Abstract

Computed tomography (CT)-body divergence limits the accuracy of electromagnetic navigation bronchoscopy (ENB) in peripheral lung lesions diagnosis. We developed intraprocedural CT-guided navigation with ventilatory strategy for atelectasis (ICNVA) ENB for patients with peripheral lung lesions. Retrospective observational study in which ten consecutive patients with pulmonary lesions (without bronchial direct connection) underwent ICNVA-ENB was conducted. During ICNVA-ENB, intraoperative CT data were used for ENB path planning, and a new ventilation strategy were employed to help maintain the pulmonary region in a static and inflation state which reduce CT to body divergence. We collected three sets of CT data: preENB CT, post-anesthesia intubation CT, and postENB CT. To evaluate the accuracy of ICNVA-ENB, we measured the distance between the ENB probe and the actual lesion location, but also recorded the results of rapid on-site evaluation (ROSE), and postoperative pathology.
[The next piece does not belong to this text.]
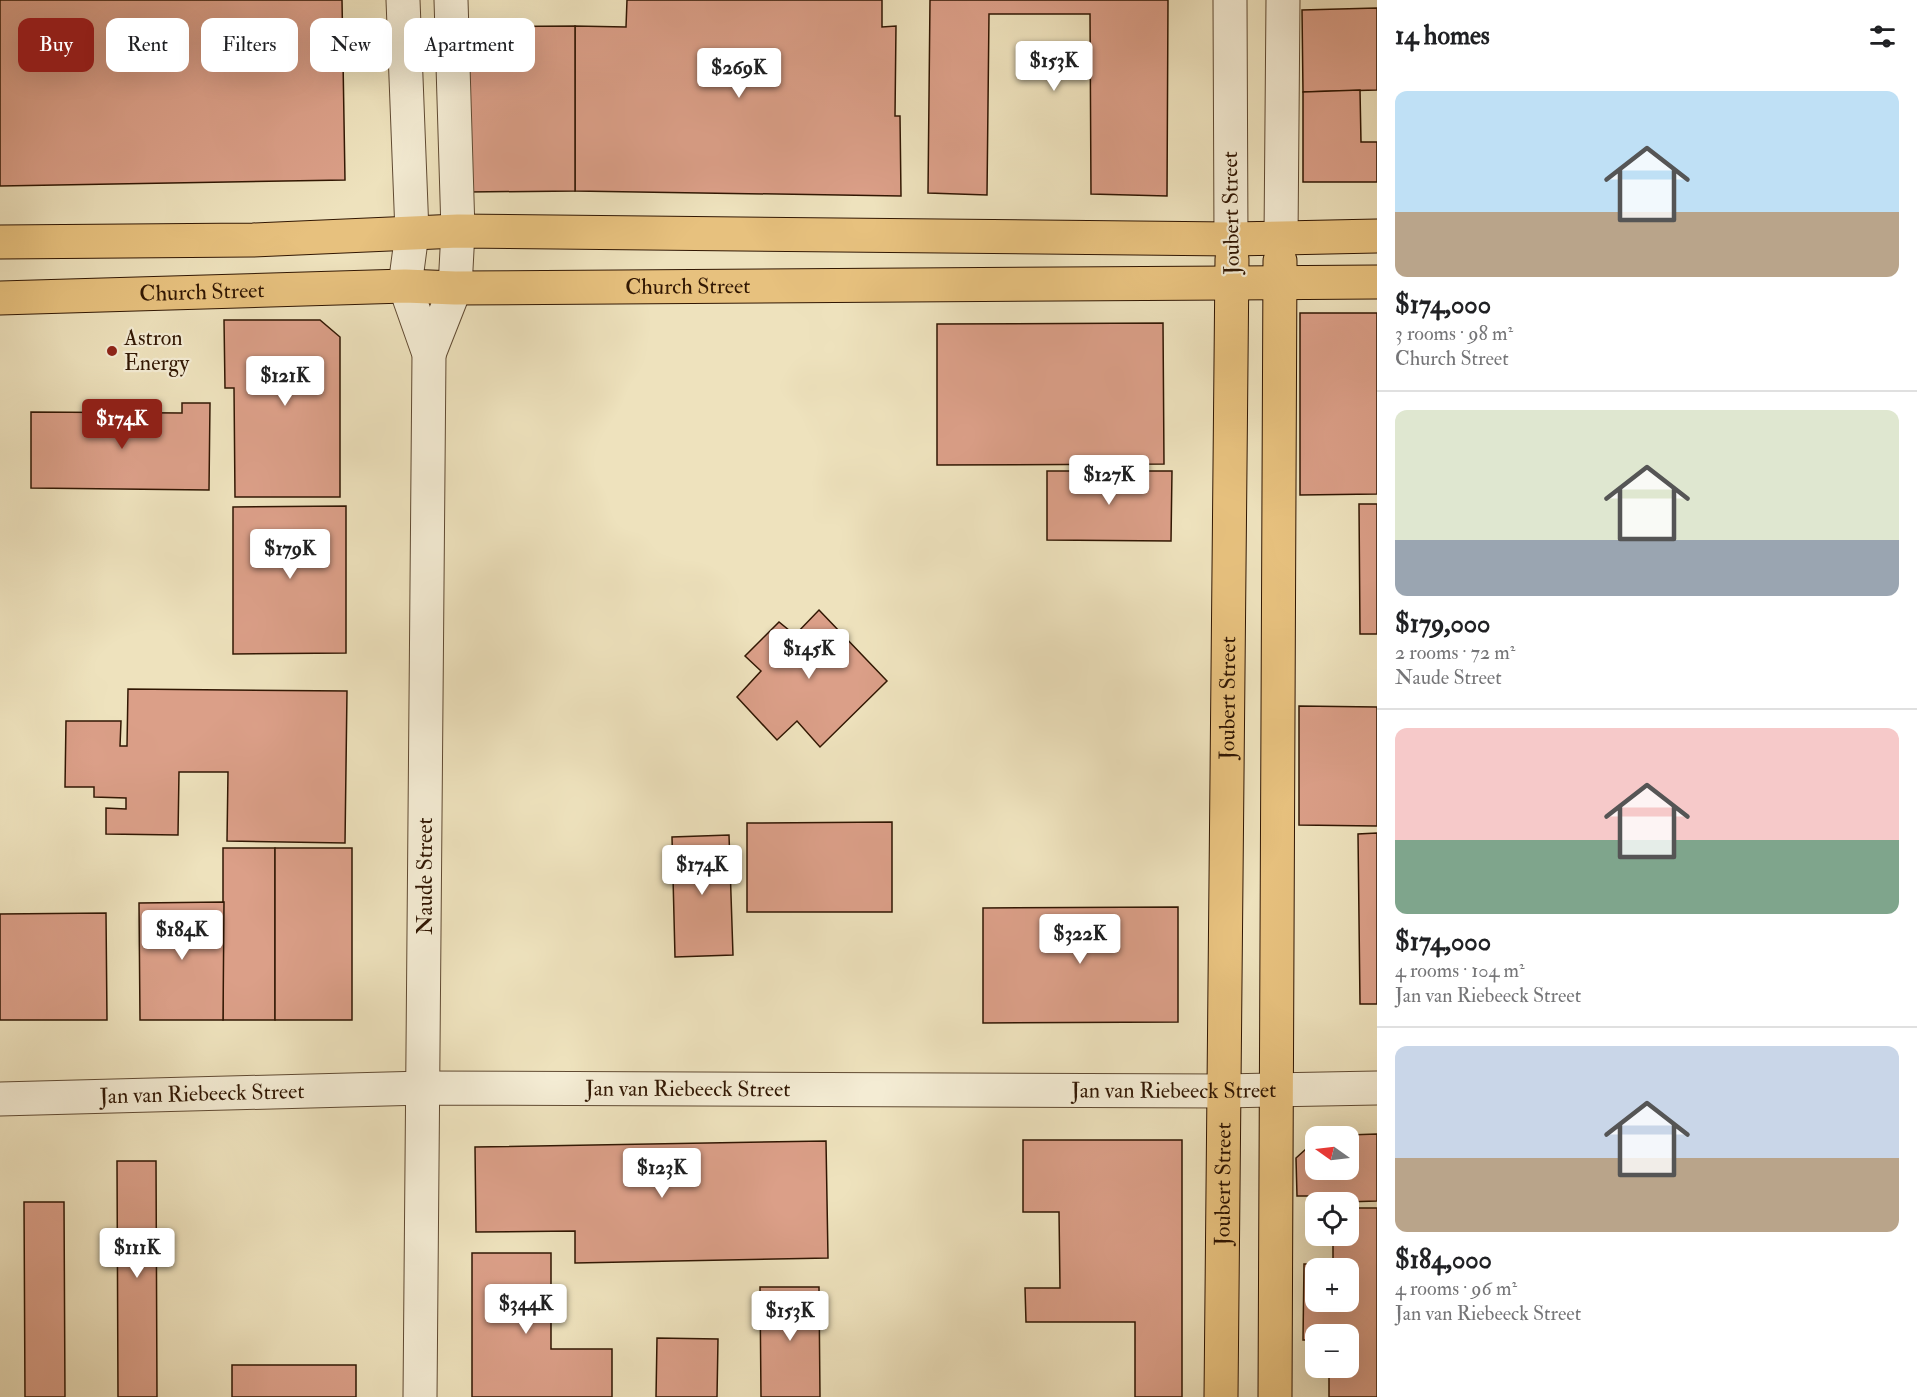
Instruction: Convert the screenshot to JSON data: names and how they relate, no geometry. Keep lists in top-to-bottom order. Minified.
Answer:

To evaluate the impact of CT-body divergence induced by atelectasis, we calculated the mutual position distance of target lesions in preENB CT, post-anesthesia intubation CT and postENB CT. Furthermore, ENB operation time and operative complications were recorded. Our analysis revealed that the distance between the navigation probe with the actual location of lesion center was 4-10 (5.90±1.73) mm. The ROSE results were consistent with the postoperative pathological diagnosis in 9 out of 10 patients (90%). The ICNVA-ENB atelectasis CT-body divergence was smaller than traditional ENB (12.10±3.67 vs. 6.60±2.59 mm, P<0.01). The ENB operation time was 20-53 (29.30±10.14) minutes and one patient developed slight intrapulmonary hemorrhage. ICNVA-ENB can reduce the CT-body divergence and appears to be safe and accurate for patients with peripheral lung lesions.